The first two scripts take two arguments, both mandatory: the data file to read,
and the number of significant bits per sample (if less than 8, only the low `N`
bits will be used from each byte). They optionally accept a `-v` flag to produce
verbose output or `-h` for help.

The `noniid_main.py` also optionally accepts a `-u <int>` flag that can reduce
the number of bits below the `N` value passed in the second mandatory argument.
I'm not entirely sure why this flag is provided; it seems functionally
redundant, but passing it does change the verbose output slightly. My best guess
is that this is provided because the noniid Markov test only works on samples of
at most 6 bits, so 7- or 8-bit datasets will be reduced to their low 6 bits for
this test. In contrast, all the iid tests can run on 8-bit samples.

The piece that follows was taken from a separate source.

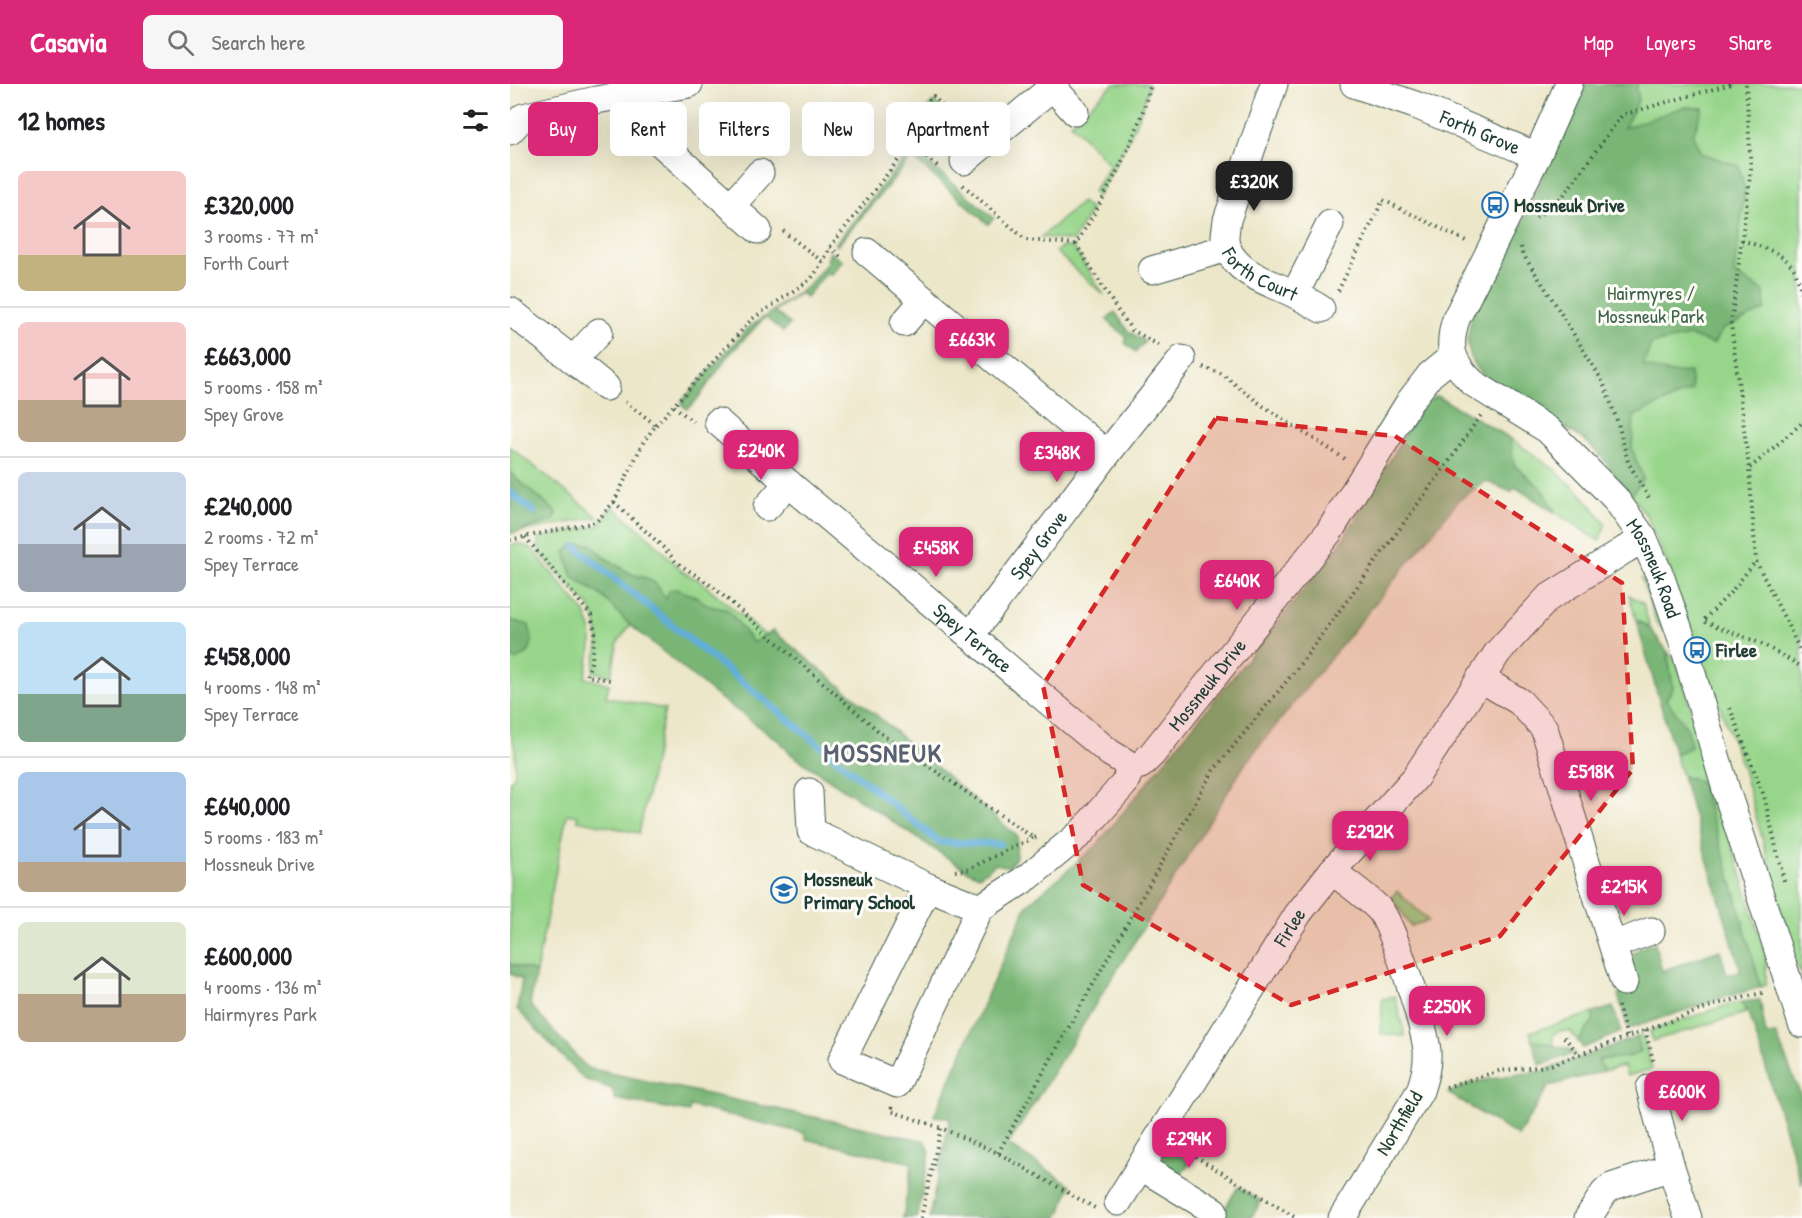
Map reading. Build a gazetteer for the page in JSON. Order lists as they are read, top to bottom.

A sample invocation of the `iid_main.py` script:

```
python2 -- $FUCHSIA_DIR/third_party/sp800-90b-entropy-assessment/iid_main.py -v /path/to/datafile.bin 8
```

The `restart.py` script takes the same two arguments, plus a third argument: the
min-entropy estimate returned by a previous run of `iid_main.py` or
`noniid_main.py`. This document doesn't describe restart tests. For now, see
NIST SP800-90B for more details.

## Future directions

### Automation

It would be nice to automate the process of building, configuring, and running a
quality test. As a first step, it should be easy to write a shell script to
perform these steps. Even better would be to use the testing infrastructure to
run entropy collector quality tests this automatically, mostly to reduce bit-rot
in the test code. Failing automation, we have to rely on humans to periodically
run the tests (or to fix the tests when they break).